Simple speaking, MCF Trigger point will be at 15PE. At this point, money accumulated will be split into 3 parts and deployed over next 3 month. SIP investments will stop if PE>22. SIP investments will double if PE<17.

The graph below shows the amount invested in SIP and amount added to MCF for all months starting 1996. I have also added the index PE for the day to show the correlation between the PE and amounts going into SIP and MF (as explained in scenario above).

Correlation between Index PE & SIP+RD Amount (monthly basis)

As usual, the above ‘complex’ scenario was compared with a simpler one below:

Scenario 2

Investing Rs 10,000 every month, without any regard for markets movements, PE levels or for that matter, anything.

Note – Since the chosen fund – HDFC Top 200 started in 1996, I required index PE data starting from 1996. But problem I faced was that index PE data is available starting only from 1999. Hence, from 1996-1999, I chose SIP+RD (Rs 5000 each) irrespective of index or PE levels.

Final Results of Analysis
In first scenario, the total money outgo (put in SIP, used from Market Crash Fund and money still lying in MCF) is Rs 23.1 Lacs. Of this, Rs 12.8 lac is invested as SIP, whereas around Rs 5.5 Lacs was invested in parts, at regular intervals, as and when a trigger points were reached. The money currently available in MCF is around Rs 4.8 lacs, where interest has been considered @ 8% per annum and has been calculated and added to MCF after completion of 12 months. Wherever trigger point is reached in less than 12 months, interest has been ignored for that 12 month period.

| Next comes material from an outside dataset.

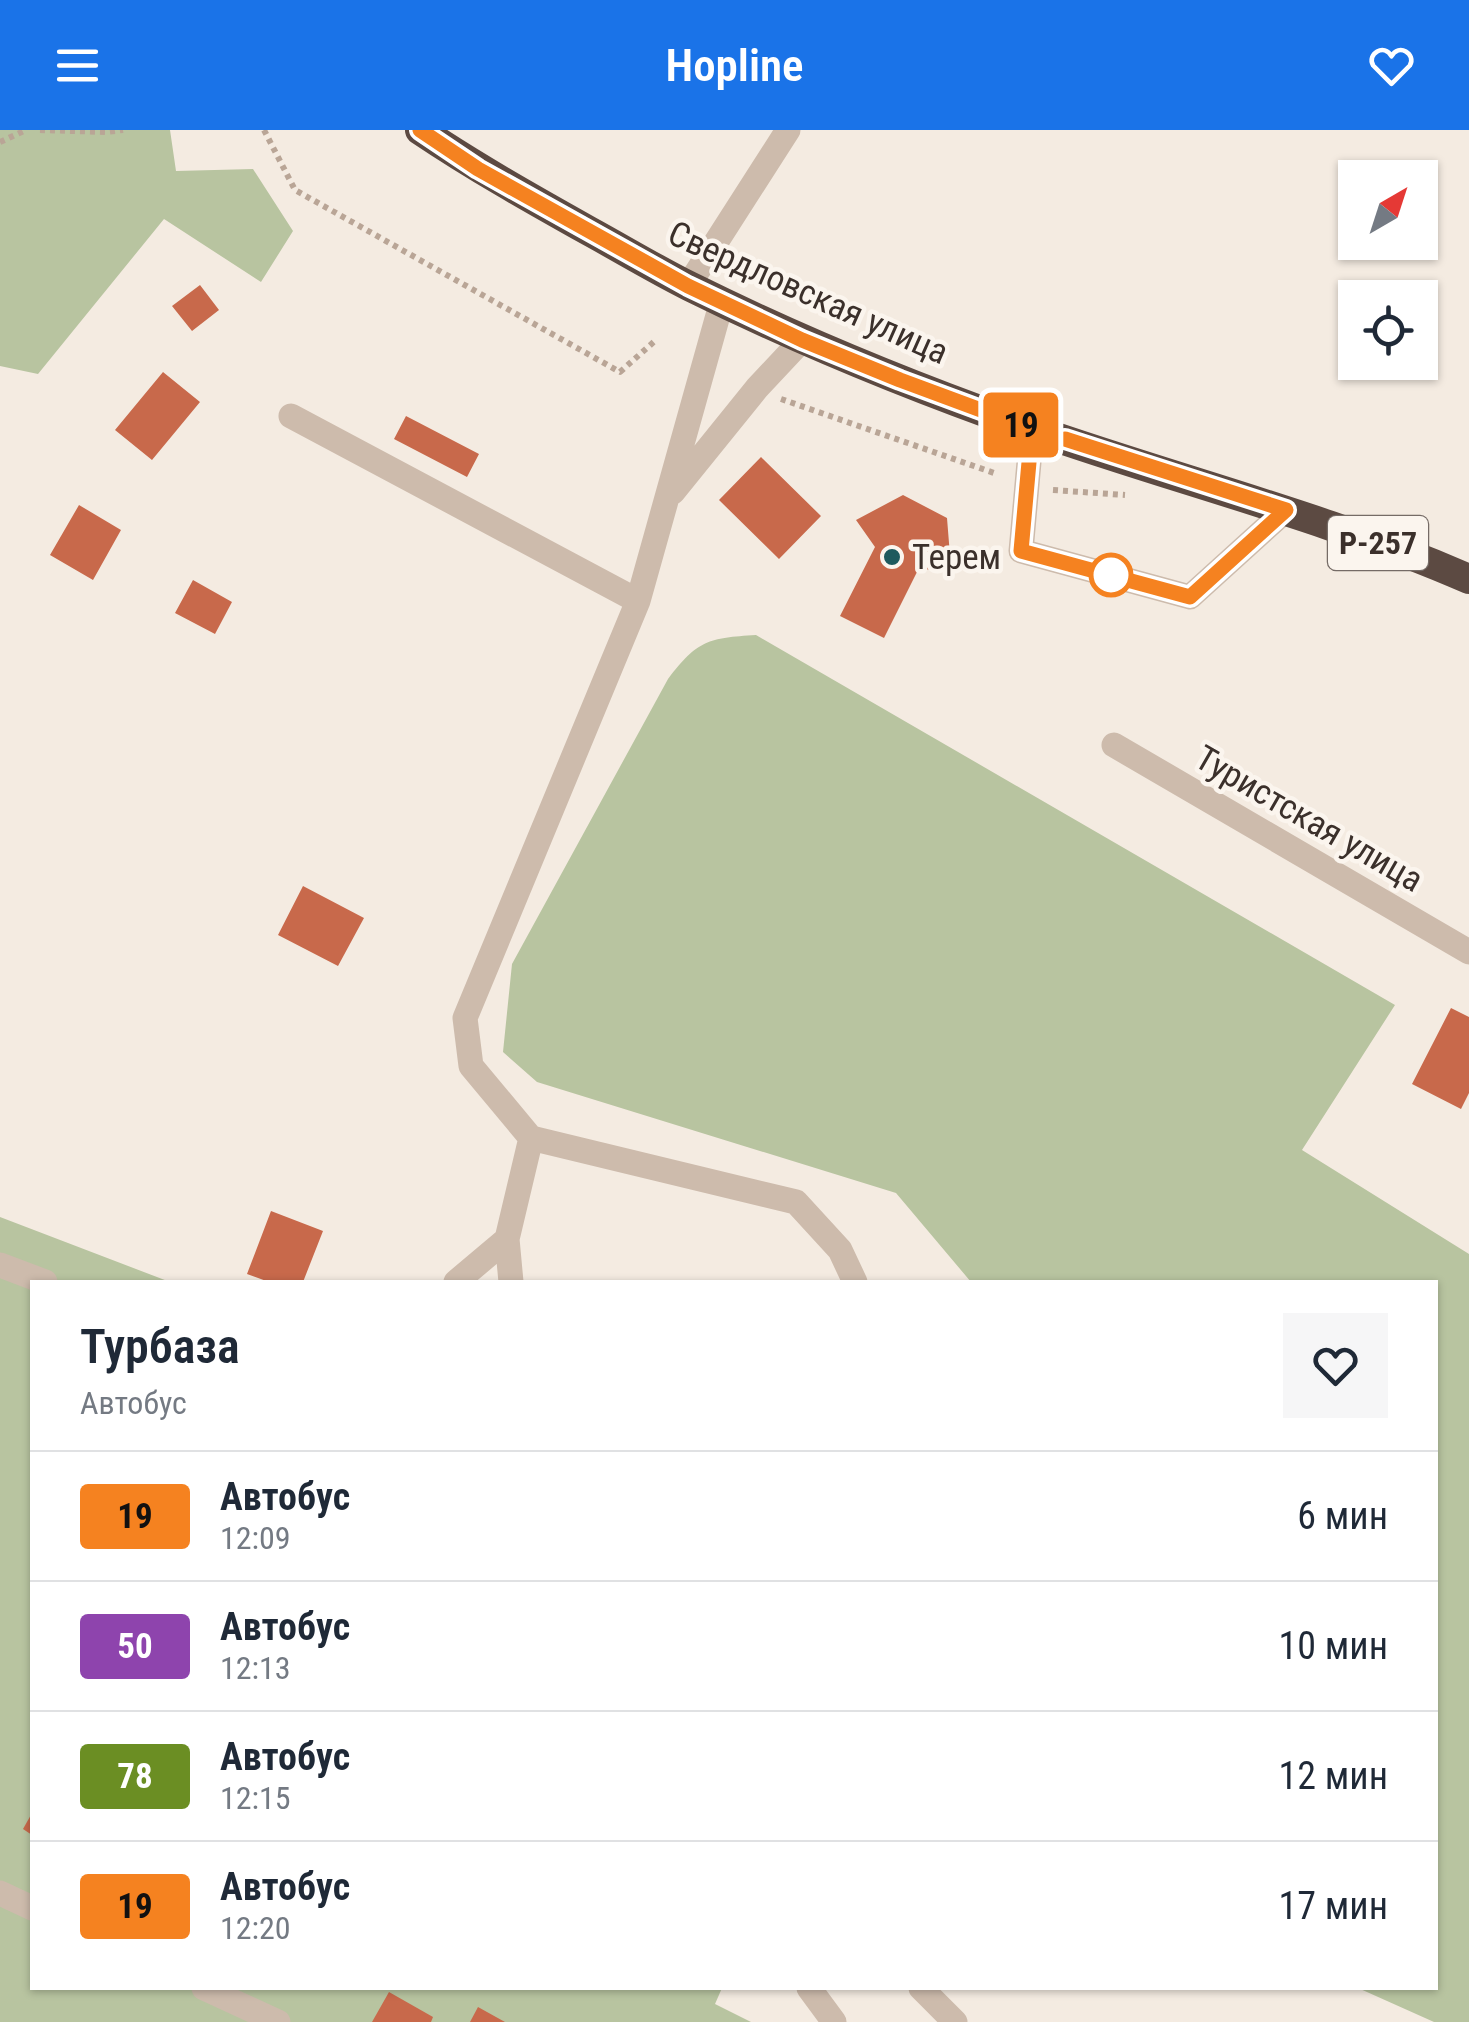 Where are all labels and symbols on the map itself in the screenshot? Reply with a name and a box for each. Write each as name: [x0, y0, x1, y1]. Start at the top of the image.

There is no change in second scenario and the entire Rs 21.8 lac is invested as SIP of Rs 10,000 every month.

I have chosen the SIP investment (& PE) dates as the first trading day of the month (whether 1st, 2nd, 3rdor 4th…)

So results are as follows:

This time, the pure MF SIP (Scenario 2) delivers Rs 2.46 crores. And a combination of SIP+RD (Scenario 2) delivered Rs 2.47 Crores. If we were to include the money currently available in MCF, it would be Rs 2.52 Crores.

SIP Vs RD Monthly
Scenario 1 & 2 Comparison

So…let see what it means…

It might seem that SIP+MF combination has beaten the pure SIP this time. But in reality, it’s not true. Why?

I have not considered the penal charges & tax implications of liquidating the MCF (via RDs). Though it might not be significant, it still brings down the returns over a period of almost two decades. Another thing to note here is that I have considered interest on RD as 8% calculated yearly. This itself can fluctuate depending on prevalent interest rate scenarios during the last 20 years.

But most importantly, this outperformance of Rs 1 lac (or Rs 6 lac if you consider the accumulated MCF), requires you to monitor PE ratio all through these 20 years and be ready to calculate how much to invest (if PE breaches 15 on lower side or 22 on upper side) every month. Also the charges of starting / stopping RD, and for that matter SIP is also something which needs to be taken into account.

By the way, if you are interested in having a look at the exact numbers, click on the image below:

MF SIP and RD Analysis Since 1996
Full Analysis

Final Comments

So this analysis has once again proved (like previous parts 1, 2and 3) that, for average investors, it is more than enough to continue investing as much as possible every month in a good diversified mutual fund. They should not pay much attention to ups and downs of markets and whether markets are overvalued or undervalued. No need to put your money regularly in a Market Crash Fund (MCF) solely for purpose of investing in MF when markets are down.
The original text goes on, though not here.